Add a flag to the train script allowing the user to recache labels.
I've made a script to convert my labels to the coco correct format, the first time i've lunched the script i made mistakes and the labels were wrong.
After fixing them and displaying them correctly using an external script i relaunched the train but the labels were still wrong.
Turns out that even if the label files are changed the script will still load the old cached .npy and obviously the output is going to be incorrect.
At the moment the only solution is to manually delete the *.npy file and relaunch train.py
Maybe calling train.py --force-recache or something like this could be a solution to this potential problem. Or at least add to the documentation that this error can occur.
Tested on Windows, don't know if this issue happens on Linux too (i suppose it does).
Hello @lorenzomammana, thank you for your interest in our work! Please visit our Custom Training Tutorial to get started, and see our Jupyter Notebook , Docker Image, and Google Cloud Quickstart Guide for example environments.
If this is a bug report, please provide screenshots and minimum viable code to reproduce your issue, otherwise we can not help you.

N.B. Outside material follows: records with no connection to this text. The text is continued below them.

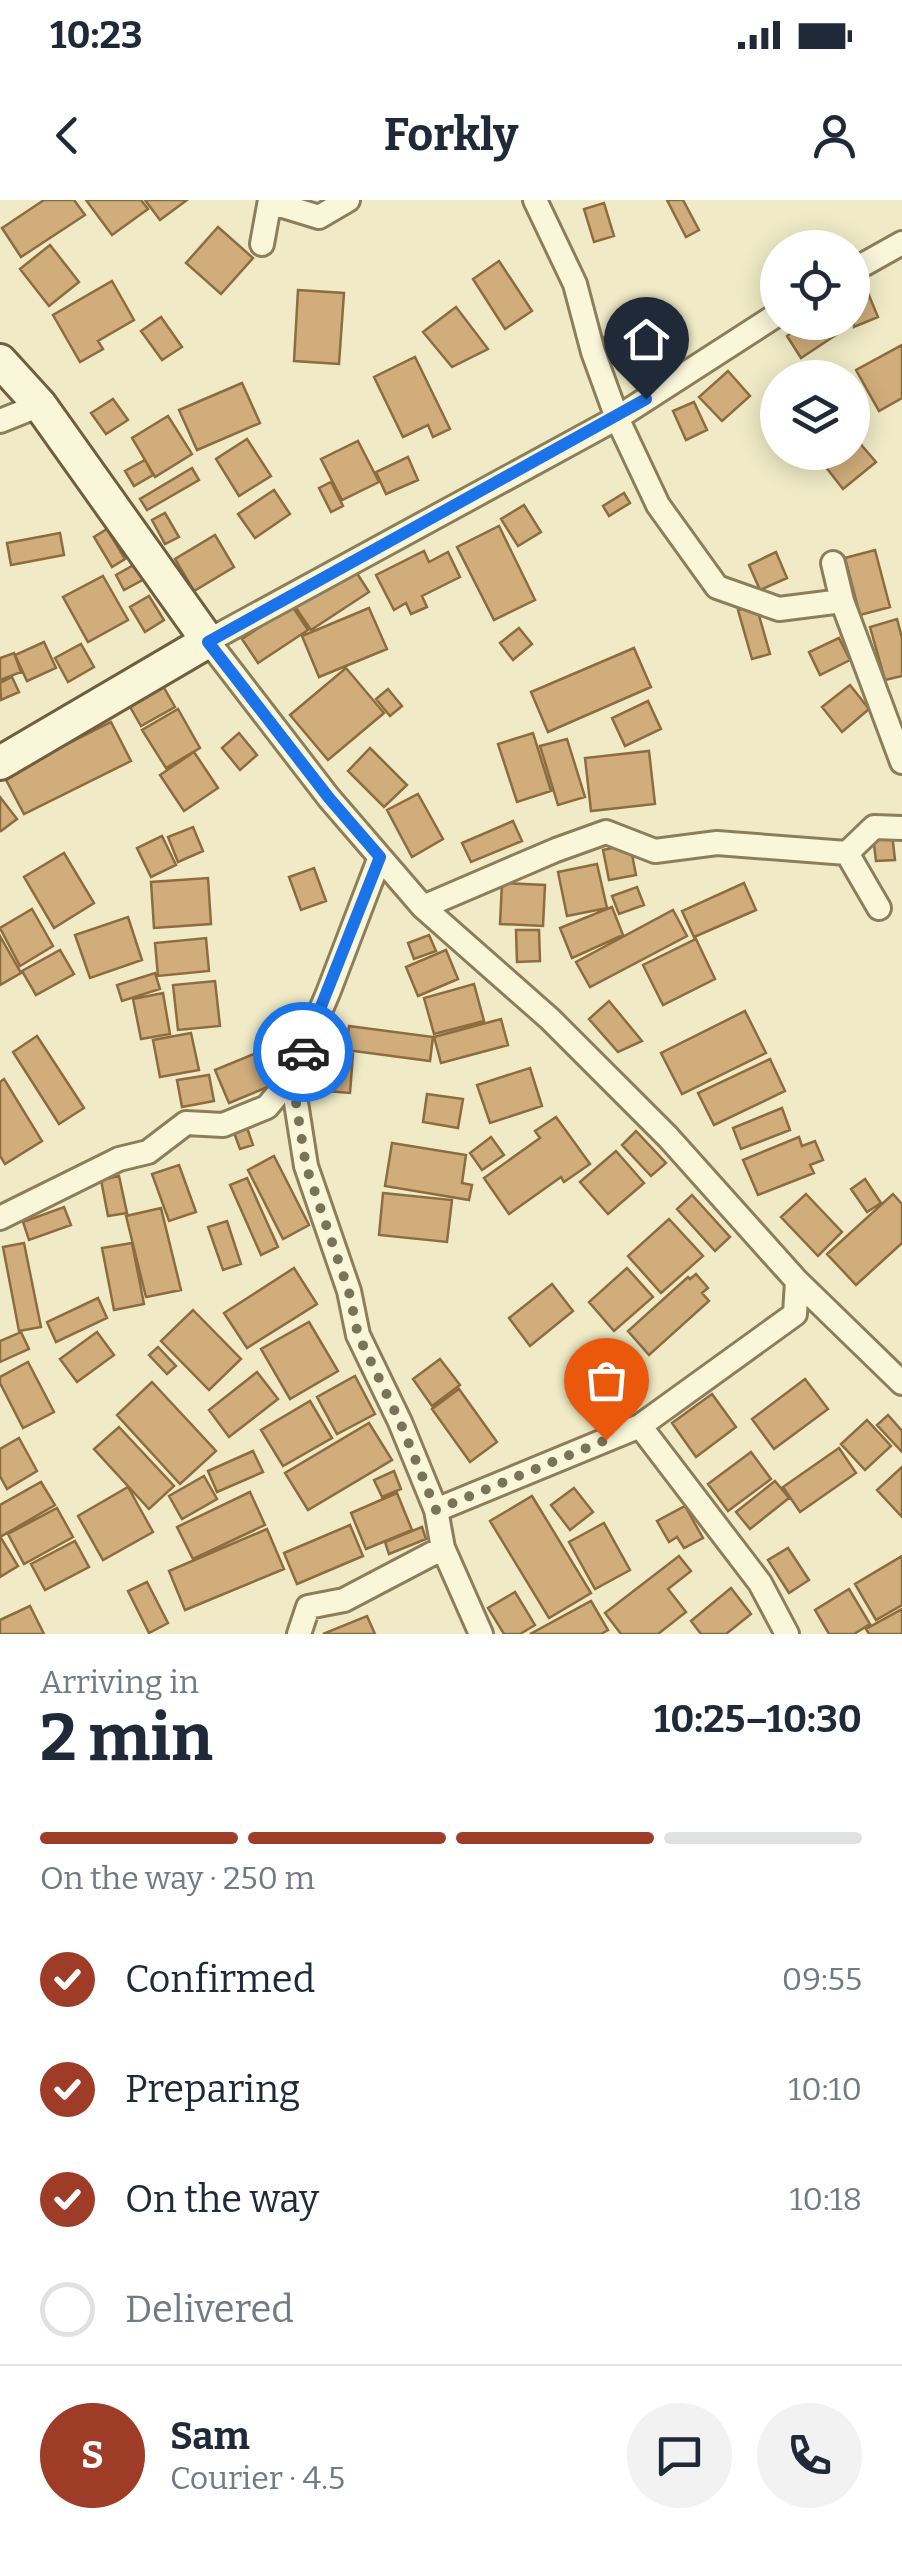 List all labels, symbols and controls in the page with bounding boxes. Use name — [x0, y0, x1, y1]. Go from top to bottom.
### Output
text: 10:23 — [50, 12, 143, 58]
icon: back — [40, 108, 95, 163]
text: Forkly — [384, 108, 518, 162]
icon: person — [807, 108, 862, 163]
map controls — [760, 230, 870, 470]
button: locate — [760, 230, 870, 340]
pin — [604, 297, 689, 400]
icon: home — [619, 312, 674, 367]
button: layers — [760, 360, 870, 470]
courier — [253, 1002, 353, 1102]
icon: car — [276, 1025, 331, 1080]
pin — [564, 1338, 649, 1441]
icon: bag — [579, 1353, 634, 1408]
text: Arriving in — [40, 1663, 199, 1701]
text: 10:25–10:30 — [654, 1696, 862, 1742]
text: 2 min — [40, 1699, 213, 1777]
text: On the way · 250 m — [40, 1859, 315, 1897]
icon: check — [40, 1952, 95, 2007]
text: Confirmed — [125, 1956, 315, 2002]
text: 09:55 — [782, 1960, 862, 1998]
icon: check — [40, 2062, 95, 2117]
text: Preparing — [125, 2066, 300, 2112]
text: 10:10 — [788, 2070, 862, 2108]
icon: check — [40, 2172, 95, 2227]
text: On the way — [125, 2176, 319, 2222]
text: 10:18 — [790, 2180, 862, 2218]
text: Delivered — [125, 2286, 294, 2332]
button: chat — [627, 2403, 732, 2508]
button: phone — [757, 2403, 862, 2508]
text: Sam — [170, 2413, 250, 2459]
text: S — [81, 2432, 104, 2478]
text: Courier · 4.5 — [170, 2459, 345, 2497]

If this is a custom model or data training question, please note that Ultralytics does not provide free personal support. As a leader in vision ML and AI, we do offer professional consulting, from simple expert advice up to delivery of fully customized, end-to-end production solutions for our clients, such as:
For more information please visit https://www.ultralytics.com.
@lorenzomammana yes, this is true. The labels are saved in *.npy for faster loading in the future, but if you change the underlying *.txt file labels it will not recache. There is no easy way to detect changes without loading all of the text files. Simply deleting the *.npy file will fix the issue as you've found.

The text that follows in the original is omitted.